Wayne McClure

No. 66, 65
- Position: Linebacker

Personal information
- Born: July 2, 1942 Maryville, Tennessee, U.S.
- Died: June 12, 2005 (aged 62) Covington, Louisiana, U.S.
- Listed height: 6 ft 1 in (1.85 m)
- Listed weight: 225 lb (102 kg)

Career information
- High school: Hattiesburg (Hattiesburg, Mississippi)
- College: Mississippi (1964–1967)
- NFL draft: 1968: 9th round, 239th overall pick

Career history
- Kansas City Chiefs (1968)*; Cincinnati Bengals (1968–1970);
- * Offseason or practice squad member only

Career NFL/AFL statistics
- Sacks: 1
- Stats at Pro Football Reference

= Wayne McClure =

American football player (1942–2005)

Wayne Leroy McClure, Jr. (July 2, 1942 – June 12, 2005) was an American professional football linebacker who played two seasons with the Cincinnati Bengals of the American Football League (AFL) and National Football League (NFL). He was selected by the Kansas City Chiefs in the ninth round of the 1968 NFL/AFL draft. He played college football at the University of Mississippi.
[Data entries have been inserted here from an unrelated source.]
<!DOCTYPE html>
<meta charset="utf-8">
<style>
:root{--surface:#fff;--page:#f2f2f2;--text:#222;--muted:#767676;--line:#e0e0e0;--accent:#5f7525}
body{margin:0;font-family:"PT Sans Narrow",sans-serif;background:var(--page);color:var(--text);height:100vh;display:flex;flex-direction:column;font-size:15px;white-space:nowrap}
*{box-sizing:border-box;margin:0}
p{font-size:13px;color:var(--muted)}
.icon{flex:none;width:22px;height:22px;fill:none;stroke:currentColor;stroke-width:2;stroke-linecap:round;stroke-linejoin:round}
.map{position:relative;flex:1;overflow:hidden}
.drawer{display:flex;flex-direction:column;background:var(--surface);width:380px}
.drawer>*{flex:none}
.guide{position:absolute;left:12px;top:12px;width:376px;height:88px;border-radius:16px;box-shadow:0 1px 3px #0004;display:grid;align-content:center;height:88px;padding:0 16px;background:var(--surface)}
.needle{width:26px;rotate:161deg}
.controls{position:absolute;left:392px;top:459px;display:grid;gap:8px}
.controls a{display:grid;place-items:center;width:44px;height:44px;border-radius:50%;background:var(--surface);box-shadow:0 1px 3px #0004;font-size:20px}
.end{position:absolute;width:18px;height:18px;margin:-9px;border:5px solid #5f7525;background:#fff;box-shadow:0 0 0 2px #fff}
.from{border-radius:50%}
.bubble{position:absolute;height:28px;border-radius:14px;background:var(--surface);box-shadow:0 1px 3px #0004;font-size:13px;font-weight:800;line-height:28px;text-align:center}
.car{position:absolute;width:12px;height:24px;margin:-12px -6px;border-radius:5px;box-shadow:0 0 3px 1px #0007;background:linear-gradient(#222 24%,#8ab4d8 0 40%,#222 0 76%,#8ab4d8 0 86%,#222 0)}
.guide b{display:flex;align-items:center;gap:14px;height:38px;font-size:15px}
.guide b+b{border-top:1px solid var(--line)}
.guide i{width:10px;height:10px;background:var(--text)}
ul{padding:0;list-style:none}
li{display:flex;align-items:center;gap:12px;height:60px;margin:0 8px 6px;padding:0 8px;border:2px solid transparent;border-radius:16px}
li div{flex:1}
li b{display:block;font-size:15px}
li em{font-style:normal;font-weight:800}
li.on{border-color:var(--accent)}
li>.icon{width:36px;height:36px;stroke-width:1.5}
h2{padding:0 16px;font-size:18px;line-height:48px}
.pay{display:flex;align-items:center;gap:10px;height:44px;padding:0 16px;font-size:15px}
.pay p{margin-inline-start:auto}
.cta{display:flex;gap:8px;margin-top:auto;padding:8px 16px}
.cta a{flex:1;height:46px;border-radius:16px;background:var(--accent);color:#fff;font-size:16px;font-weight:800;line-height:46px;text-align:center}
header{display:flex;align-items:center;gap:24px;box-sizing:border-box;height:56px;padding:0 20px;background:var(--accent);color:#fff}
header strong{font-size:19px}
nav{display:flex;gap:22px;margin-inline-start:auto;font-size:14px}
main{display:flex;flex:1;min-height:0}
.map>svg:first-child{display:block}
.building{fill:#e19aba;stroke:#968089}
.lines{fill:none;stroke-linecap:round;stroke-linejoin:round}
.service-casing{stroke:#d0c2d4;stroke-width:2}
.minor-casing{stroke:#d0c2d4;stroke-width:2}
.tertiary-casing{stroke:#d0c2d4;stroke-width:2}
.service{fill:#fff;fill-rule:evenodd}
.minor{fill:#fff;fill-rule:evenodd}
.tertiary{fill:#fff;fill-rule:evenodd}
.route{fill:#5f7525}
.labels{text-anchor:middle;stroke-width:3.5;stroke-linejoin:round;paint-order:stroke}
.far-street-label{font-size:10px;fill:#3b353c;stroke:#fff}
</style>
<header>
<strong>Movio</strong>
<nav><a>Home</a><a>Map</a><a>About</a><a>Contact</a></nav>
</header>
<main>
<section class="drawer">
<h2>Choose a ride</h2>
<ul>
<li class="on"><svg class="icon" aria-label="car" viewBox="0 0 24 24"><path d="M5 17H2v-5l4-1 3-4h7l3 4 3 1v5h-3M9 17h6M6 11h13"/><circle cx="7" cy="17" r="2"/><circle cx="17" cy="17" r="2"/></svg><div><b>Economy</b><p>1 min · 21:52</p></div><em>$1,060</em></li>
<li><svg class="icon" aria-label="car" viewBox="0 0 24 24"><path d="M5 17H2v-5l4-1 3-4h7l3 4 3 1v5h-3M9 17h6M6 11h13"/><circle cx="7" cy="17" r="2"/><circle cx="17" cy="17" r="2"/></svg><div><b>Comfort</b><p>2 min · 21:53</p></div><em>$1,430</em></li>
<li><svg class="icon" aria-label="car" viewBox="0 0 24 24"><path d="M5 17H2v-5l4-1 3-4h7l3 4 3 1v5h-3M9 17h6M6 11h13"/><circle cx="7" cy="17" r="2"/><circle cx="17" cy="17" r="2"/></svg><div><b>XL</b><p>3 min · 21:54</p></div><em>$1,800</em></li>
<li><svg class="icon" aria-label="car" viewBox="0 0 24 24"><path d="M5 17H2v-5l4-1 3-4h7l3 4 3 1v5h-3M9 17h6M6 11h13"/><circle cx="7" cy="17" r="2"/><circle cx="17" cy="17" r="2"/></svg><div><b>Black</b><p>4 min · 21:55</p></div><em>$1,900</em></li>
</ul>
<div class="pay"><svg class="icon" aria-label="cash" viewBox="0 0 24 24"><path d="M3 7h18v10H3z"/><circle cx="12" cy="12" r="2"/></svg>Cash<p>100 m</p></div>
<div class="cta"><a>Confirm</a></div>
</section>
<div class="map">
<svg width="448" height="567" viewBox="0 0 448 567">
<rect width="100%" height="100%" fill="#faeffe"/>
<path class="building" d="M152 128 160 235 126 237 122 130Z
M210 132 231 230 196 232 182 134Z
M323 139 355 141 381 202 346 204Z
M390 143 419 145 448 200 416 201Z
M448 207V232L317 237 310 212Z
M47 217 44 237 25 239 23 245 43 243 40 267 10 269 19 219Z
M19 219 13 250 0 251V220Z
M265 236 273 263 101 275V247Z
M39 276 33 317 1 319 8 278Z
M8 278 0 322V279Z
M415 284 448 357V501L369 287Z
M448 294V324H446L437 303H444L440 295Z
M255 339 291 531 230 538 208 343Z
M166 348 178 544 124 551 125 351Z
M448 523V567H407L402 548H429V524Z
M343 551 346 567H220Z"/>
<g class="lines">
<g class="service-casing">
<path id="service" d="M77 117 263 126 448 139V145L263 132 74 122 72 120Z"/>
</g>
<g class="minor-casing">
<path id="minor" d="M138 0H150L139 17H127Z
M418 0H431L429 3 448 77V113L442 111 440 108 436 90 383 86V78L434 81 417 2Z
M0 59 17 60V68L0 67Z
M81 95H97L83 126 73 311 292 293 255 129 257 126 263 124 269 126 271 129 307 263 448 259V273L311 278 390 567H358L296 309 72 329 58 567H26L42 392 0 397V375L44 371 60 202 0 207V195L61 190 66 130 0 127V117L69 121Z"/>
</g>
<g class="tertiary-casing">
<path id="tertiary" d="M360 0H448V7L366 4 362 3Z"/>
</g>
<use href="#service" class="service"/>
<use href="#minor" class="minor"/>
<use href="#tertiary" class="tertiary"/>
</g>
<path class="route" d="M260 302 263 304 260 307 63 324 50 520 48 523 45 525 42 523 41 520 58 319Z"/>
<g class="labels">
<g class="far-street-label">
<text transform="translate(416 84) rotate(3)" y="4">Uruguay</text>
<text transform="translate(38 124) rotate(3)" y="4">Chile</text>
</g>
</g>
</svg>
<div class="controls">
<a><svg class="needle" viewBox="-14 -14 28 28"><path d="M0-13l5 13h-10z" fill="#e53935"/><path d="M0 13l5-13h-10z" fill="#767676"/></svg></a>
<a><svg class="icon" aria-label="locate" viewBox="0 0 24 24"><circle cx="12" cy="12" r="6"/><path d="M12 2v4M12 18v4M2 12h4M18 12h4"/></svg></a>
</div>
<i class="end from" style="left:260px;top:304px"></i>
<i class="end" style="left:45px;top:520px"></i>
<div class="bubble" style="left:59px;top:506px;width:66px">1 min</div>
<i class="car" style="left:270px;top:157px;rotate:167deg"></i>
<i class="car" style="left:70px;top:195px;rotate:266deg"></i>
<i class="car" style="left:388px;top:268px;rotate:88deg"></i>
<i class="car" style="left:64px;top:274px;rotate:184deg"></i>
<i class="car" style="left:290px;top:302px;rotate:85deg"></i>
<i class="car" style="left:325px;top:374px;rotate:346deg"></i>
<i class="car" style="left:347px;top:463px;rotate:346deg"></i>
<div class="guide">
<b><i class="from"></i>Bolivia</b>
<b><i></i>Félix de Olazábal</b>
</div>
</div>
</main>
==Early life and college==
Wayne Leroy McClure, Jr. was born on July 2, 1942, in Maryville, Tennessee. He attended Hattiesburg High School in Hattiesburg, Mississippi.

He was a member of the Ole Miss Rebels of the University of Mississippi from 1964 to 1967 and a three-year letterman from 1965 to 1967.

==Professional career==
McClure was selected by the Kansas City Chiefs of the AFL in the ninth round, with the 239th overall pick, of the 1968 NFL/AFL draft. He was waived by the Chiefs in August 1968.
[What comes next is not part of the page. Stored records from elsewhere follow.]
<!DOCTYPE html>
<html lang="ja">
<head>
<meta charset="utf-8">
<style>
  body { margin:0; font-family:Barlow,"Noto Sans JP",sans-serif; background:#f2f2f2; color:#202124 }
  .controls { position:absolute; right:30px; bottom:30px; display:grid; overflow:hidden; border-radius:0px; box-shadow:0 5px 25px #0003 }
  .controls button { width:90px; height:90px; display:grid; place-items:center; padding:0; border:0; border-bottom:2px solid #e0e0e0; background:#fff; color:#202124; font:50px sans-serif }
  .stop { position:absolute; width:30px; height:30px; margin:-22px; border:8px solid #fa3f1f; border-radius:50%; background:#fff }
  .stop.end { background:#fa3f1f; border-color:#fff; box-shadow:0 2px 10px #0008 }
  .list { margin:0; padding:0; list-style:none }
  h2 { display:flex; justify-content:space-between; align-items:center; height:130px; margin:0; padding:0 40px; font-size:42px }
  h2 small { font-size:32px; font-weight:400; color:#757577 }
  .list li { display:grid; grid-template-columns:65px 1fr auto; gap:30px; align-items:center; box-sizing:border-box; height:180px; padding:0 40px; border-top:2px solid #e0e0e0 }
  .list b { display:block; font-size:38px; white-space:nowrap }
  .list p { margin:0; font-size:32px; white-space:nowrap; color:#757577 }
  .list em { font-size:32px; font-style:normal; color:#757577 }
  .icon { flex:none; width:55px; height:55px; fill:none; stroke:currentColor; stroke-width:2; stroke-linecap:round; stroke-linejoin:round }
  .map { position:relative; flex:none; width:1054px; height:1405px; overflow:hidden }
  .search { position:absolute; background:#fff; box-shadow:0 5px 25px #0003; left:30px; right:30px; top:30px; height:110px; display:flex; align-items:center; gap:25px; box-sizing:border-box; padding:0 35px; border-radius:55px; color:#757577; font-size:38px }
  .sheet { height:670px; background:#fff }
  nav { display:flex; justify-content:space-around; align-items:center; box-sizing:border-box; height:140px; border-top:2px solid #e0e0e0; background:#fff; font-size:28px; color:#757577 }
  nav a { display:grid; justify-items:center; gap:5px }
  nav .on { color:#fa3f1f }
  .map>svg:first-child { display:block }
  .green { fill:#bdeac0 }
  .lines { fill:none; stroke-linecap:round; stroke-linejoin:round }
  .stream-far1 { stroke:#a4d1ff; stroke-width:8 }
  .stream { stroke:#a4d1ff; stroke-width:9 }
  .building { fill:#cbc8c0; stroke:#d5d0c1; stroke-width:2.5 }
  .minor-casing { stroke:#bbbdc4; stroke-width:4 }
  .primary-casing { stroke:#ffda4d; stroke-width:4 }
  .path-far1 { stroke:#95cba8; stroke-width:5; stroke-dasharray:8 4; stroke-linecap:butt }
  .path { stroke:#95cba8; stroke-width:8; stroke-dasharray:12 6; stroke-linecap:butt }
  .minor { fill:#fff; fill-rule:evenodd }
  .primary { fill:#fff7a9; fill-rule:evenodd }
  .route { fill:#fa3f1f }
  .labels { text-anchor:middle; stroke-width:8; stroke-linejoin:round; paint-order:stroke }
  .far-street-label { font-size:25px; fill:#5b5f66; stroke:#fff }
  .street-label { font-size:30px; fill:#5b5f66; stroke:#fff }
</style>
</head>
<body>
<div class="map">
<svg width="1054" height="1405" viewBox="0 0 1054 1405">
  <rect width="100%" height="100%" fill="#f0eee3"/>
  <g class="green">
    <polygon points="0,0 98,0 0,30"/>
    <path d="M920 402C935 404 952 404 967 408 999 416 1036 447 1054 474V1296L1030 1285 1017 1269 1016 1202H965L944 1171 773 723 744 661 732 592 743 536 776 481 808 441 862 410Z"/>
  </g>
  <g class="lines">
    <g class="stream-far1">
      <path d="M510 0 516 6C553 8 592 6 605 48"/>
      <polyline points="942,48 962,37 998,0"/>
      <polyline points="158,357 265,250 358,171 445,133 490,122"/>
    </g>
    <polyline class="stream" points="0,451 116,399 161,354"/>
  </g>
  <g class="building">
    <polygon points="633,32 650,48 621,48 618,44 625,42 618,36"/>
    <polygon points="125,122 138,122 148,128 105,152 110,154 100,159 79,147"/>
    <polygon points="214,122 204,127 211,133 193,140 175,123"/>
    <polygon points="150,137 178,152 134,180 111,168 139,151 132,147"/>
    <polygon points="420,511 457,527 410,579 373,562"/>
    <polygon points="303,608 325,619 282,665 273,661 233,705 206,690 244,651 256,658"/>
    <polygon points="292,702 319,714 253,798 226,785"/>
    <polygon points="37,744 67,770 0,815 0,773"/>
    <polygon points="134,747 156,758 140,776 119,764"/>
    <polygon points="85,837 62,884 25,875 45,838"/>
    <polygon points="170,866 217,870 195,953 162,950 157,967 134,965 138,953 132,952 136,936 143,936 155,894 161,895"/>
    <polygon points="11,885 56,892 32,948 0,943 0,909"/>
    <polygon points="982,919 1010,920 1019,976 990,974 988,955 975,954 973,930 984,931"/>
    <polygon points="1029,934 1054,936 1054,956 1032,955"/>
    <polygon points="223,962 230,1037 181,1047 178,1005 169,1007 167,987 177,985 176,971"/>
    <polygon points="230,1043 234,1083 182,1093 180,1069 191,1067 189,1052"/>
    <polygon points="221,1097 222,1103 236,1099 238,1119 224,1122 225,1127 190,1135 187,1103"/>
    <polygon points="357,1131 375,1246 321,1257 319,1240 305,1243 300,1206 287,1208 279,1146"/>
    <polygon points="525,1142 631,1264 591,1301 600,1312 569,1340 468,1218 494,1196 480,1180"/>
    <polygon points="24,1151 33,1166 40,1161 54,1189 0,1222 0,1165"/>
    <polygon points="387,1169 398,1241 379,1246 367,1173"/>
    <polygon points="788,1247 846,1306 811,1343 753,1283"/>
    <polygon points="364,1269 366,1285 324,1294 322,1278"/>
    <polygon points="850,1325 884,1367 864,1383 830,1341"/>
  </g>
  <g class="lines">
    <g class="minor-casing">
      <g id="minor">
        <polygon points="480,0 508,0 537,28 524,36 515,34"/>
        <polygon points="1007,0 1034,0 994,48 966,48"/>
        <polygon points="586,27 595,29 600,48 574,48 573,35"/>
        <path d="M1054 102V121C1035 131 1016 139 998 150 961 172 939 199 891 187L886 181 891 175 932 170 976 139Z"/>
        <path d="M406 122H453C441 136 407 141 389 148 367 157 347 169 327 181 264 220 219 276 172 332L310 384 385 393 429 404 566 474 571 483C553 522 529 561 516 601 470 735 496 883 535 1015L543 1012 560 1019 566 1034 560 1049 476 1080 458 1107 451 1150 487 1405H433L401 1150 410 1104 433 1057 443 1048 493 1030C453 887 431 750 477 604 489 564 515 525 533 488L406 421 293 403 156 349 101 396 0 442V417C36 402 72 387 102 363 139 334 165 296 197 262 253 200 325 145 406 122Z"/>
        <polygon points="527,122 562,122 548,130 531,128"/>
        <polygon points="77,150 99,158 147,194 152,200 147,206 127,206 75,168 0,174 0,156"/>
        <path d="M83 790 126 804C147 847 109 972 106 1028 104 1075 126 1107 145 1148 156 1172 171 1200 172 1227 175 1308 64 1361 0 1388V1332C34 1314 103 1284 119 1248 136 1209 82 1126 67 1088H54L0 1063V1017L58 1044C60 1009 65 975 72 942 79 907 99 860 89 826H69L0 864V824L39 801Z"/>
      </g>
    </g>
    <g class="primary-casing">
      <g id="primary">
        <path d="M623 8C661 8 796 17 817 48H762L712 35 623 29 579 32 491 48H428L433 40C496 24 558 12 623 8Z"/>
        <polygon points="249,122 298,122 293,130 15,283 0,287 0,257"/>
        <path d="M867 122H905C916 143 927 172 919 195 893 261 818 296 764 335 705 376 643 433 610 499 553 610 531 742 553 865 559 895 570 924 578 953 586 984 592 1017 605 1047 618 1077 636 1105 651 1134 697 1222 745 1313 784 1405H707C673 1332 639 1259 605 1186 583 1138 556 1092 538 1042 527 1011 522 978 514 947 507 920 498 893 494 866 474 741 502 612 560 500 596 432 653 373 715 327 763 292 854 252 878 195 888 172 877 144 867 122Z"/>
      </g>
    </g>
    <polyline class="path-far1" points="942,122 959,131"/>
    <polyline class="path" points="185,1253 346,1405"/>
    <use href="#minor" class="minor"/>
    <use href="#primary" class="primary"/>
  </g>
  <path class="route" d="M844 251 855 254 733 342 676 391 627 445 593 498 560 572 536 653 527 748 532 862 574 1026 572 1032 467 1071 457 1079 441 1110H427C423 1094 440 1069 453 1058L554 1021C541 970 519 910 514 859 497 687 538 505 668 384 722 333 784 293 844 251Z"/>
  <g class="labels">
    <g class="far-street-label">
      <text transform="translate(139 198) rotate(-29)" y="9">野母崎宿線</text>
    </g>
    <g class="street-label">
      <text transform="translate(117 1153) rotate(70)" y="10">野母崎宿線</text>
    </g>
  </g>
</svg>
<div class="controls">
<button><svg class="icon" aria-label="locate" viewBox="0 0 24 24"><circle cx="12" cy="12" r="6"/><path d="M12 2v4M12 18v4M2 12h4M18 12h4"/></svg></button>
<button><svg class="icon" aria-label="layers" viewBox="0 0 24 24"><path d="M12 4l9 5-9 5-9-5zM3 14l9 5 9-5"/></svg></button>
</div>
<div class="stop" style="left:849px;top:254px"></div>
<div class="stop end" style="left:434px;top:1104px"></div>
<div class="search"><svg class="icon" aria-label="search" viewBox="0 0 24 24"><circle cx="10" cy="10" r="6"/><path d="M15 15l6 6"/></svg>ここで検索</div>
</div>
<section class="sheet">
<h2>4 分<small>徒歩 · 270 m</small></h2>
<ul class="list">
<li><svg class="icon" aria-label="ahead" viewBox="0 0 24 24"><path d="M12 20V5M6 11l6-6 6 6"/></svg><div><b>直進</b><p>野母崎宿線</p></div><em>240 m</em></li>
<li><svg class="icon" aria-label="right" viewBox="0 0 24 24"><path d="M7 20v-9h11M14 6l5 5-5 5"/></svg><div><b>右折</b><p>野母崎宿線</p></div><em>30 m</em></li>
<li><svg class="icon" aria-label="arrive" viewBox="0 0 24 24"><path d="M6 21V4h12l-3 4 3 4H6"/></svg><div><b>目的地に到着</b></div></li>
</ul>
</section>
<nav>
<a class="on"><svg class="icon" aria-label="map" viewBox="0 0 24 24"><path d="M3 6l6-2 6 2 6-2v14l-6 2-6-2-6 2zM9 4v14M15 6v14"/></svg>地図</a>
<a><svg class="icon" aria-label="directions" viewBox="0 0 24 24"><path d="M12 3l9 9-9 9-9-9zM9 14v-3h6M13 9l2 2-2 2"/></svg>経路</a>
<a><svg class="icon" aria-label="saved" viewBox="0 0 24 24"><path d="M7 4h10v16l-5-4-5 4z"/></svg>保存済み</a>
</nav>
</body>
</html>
McClure was claimed off waivers by the Cincinnati Bengals on August 28, 1968. He played in 13 games, starting two, during his rookie year in 1968, recording one sack and one kick return for 11 yards. He was placed on injured reserve in 1969 and did not appear in any games that season. McClure played in all 14 games for the Bengals in 1970. He also appeared in one playoff game that year. He was released by the Bengals in 1971.

==Personal life==
McClure died on June 12, 2005, in Covington, Louisiana.